The Food and Drug Administration approved Zontivity (vorapaxar) tablets last week. The medication is meant to reduce the risk of heart attack, stroke, cardiovascular death or a need to operate to restore blood flow for patients with a previous heart attack or blockages in the arteries.

Zontivity is the first in a new class of drug called a protease-activated receptor-1 (PAR-1) antagonist. It is an anti-platelet agent. Bleeding is the most commonly reported adverse reaction in people taking Zontivity. 

The drug cannot be used by people who have had a stroke, transient ischemic attack (TIA), or bleeding in the head because the risk of bleeding is too high. Healthcare professionals should tell patients that they may bleed and bruise more easily when taking Zontivity, but clinical trials showed the drug reduced the risk of death from a heart attack or stroke, officials said.

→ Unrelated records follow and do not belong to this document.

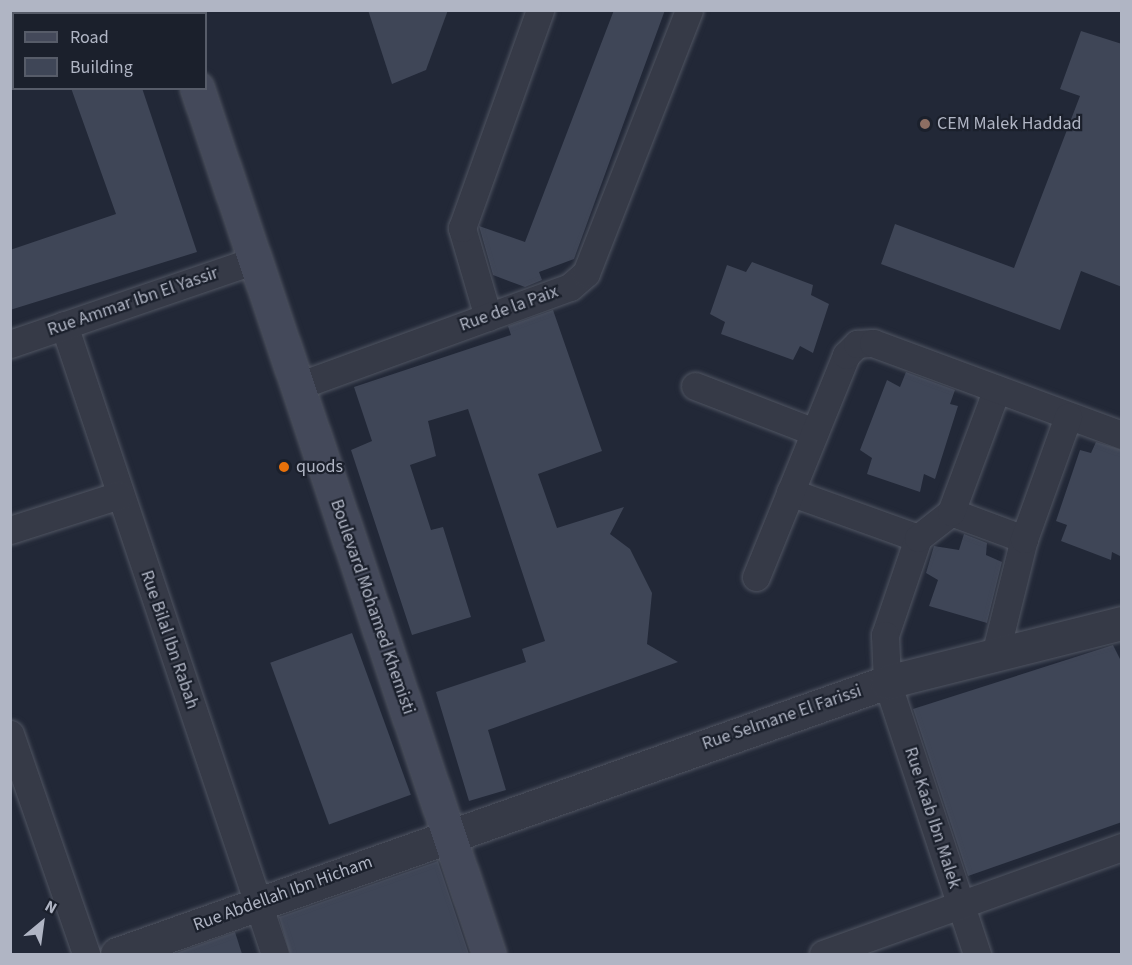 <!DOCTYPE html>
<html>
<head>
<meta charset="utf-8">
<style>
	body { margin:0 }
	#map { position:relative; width:1132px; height:965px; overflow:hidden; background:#222837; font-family:"Source Sans 3",sans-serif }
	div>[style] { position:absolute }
	.building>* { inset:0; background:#3f4657; transform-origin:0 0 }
	.roads { filter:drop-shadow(0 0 2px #505562) drop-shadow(0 0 2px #505562) }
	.minor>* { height:27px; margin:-13.5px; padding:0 13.5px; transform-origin:13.5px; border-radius:13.5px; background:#363a47 }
	.tertiary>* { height:33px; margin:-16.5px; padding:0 16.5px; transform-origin:16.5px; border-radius:16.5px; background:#363a47 }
	.secondary>* { height:33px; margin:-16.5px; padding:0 16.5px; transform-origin:16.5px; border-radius:16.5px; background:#44495a }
	.dots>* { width:16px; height:16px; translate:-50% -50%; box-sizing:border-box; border:3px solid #1b202c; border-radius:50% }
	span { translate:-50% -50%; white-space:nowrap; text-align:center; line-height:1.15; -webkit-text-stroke:4.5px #1b202c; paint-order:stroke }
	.poi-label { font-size:18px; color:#b0b5c4 }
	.left { translate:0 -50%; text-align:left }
	.street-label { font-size:18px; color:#b0b5c4 }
	.frame { position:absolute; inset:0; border:12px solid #b0b5c4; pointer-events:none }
	.legend { position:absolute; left:12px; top:12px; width:195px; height:78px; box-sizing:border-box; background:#1b202c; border:2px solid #575c69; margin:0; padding:8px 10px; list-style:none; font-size:18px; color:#b0b5c4 }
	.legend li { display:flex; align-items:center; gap:12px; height:30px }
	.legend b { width:30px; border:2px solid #575c69 }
	.north { position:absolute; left:12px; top:893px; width:60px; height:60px; -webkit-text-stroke:4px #1b202c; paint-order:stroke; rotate:29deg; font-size:16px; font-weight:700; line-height:24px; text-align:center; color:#b0b5c4 }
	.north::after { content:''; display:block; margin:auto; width:21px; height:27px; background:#b0b5c4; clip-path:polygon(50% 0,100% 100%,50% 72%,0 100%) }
</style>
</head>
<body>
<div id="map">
	<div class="building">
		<i style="clip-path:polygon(368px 10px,448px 10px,426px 70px,392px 84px)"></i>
		<i style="clip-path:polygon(614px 10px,665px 10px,574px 259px,539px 272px,542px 280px,525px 287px,493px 275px,479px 226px,525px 242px)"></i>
		<i style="clip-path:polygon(1081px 31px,1122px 44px,1122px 287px,1081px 271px,1060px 330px,881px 264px,895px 224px,1014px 268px,1080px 96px,1060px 89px)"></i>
		<i style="clip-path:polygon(71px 88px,142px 88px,197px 252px,10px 310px,10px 250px,116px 214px)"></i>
		<i style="clip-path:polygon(752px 262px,813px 285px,811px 295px,829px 304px,813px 353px,800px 346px,793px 360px,721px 334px,725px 322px,710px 314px,727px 265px,746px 272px)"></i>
		<i style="clip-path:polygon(553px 310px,602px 451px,538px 474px,557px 528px,624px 507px,610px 534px,630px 549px,652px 593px,647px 644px,678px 662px,488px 730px,506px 790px,469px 801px,436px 692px,526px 662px,522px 649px,545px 641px,468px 409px,428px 421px,436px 456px,410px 465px,431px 530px,443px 527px,471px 617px,412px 635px,351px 450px,372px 441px,354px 387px,511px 335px,508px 326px)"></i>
		<i style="clip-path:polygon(906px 372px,955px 390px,950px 404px,958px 406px,935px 479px,924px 474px,920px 492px,867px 474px,872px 458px,860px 450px,887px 380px,900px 387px)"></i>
		<i style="clip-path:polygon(1096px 442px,1122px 450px,1122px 557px,1112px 552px,1111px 560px,1061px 541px,1067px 525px,1056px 521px,1080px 450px,1091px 453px)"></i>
		<i style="clip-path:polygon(964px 534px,987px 543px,986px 555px,1002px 562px,987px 623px,929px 606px,938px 580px,926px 573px,934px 546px,959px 550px)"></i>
		<i style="left:352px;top:633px;width:172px;height:87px;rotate:70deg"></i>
		<i style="clip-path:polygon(1113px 645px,1122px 663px,1122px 822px,968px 876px,913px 709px)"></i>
		<i style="clip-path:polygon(438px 861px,469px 954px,290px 954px,279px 917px)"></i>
		<i style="clip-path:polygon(235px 932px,242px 954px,176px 954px,176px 953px)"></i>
	</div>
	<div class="roads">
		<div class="minor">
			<i style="left:488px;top:317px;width:93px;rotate:-106.3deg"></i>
			<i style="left:462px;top:228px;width:232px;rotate:-70.3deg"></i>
			<i style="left:64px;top:325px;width:663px;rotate:71.46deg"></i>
			<i style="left:10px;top:344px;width:259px;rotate:-18.9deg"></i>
			<i style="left:298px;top:386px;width:289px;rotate:-20deg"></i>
			<i style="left:570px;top:287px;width:21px;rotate:-41deg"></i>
			<i style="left:586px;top:273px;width:282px;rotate:-68.6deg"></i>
			<i style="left:695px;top:386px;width:128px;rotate:21.1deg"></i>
			<i style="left:790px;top:492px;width:136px;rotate:19.8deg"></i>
			<i style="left:918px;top:538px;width:102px;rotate:108.8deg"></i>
			<i style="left:885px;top:635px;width:47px;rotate:87.6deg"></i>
			<i style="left:887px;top:682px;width:287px;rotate:71.7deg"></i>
			<i style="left:951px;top:512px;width:78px;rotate:20.3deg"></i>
			<i style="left:10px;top:530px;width:114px;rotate:-17.8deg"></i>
			<i style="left:918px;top:538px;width:42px;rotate:-38.2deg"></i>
			<i style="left:951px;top:512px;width:129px;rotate:-69.6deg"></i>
			<i style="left:756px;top:577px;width:240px;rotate:-67.9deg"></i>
			<i style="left:846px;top:355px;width:16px;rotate:-45deg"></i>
			<i style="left:857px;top:344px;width:16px;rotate:-4deg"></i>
			<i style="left:873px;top:343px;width:265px;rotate:20.3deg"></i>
			<i style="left:995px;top:655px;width:120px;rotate:-76deg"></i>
			<i style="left:1024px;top:539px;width:130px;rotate:-70.2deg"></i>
			<i style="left:10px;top:734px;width:233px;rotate:70.9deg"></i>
			<i style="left:823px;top:954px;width:318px;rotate:-19.7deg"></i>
		</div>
		<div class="tertiary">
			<i style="left:117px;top:954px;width:817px;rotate:-19.46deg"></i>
			<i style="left:887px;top:682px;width:242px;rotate:-14.1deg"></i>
		</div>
		<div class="secondary">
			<i style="left:176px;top:10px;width:4px;rotate:76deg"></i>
			<i style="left:197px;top:88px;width:914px;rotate:71.37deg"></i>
		</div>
	</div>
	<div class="dots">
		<i style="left:925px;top:124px;background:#8d6e63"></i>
		<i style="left:284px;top:467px;background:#e8710a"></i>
	</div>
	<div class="poi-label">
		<span class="left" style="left:937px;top:124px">CEM Malek Haddad</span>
		<span class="left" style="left:296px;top:467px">quods</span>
	</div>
	<div class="street-label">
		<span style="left:133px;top:302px;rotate:-19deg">Rue Ammar Ibn El Yassir</span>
		<span style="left:509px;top:309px;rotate:-20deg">Rue de la Paix</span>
		<span style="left:372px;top:607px;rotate:71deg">Boulevard Mohamed Khemisti</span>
		<span style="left:169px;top:640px;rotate:71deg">Rue Bilal Ibn Rabah</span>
		<span style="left:782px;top:718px;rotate:-19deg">Rue Selmane El Farissi</span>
		<span style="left:932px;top:818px;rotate:72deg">Rue Kaab Ibn Malek</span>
		<span style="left:283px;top:894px;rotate:-20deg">Rue Abdellah Ibn Hicham</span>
	</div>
	<div class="frame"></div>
	<ul class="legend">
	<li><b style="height:8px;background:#44495a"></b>Road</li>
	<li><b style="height:16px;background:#3f4657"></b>Building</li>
	</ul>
	<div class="north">N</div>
</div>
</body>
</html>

“In patients who have had a heart attack or who have peripheral arterial disease, this drug will lower the risk of heart attack, stroke, and cardiovascular death. In the study that supported the drug’s approval, Zontivity lowered this risk from 9.5 percent to 7.9 percent over a 3-year period – about 0.5 percent per year,” said Ellis Unger, M.D., director of the Office of Drug Evaluation I in the FDA’s Center for Drug Evaluation and Research.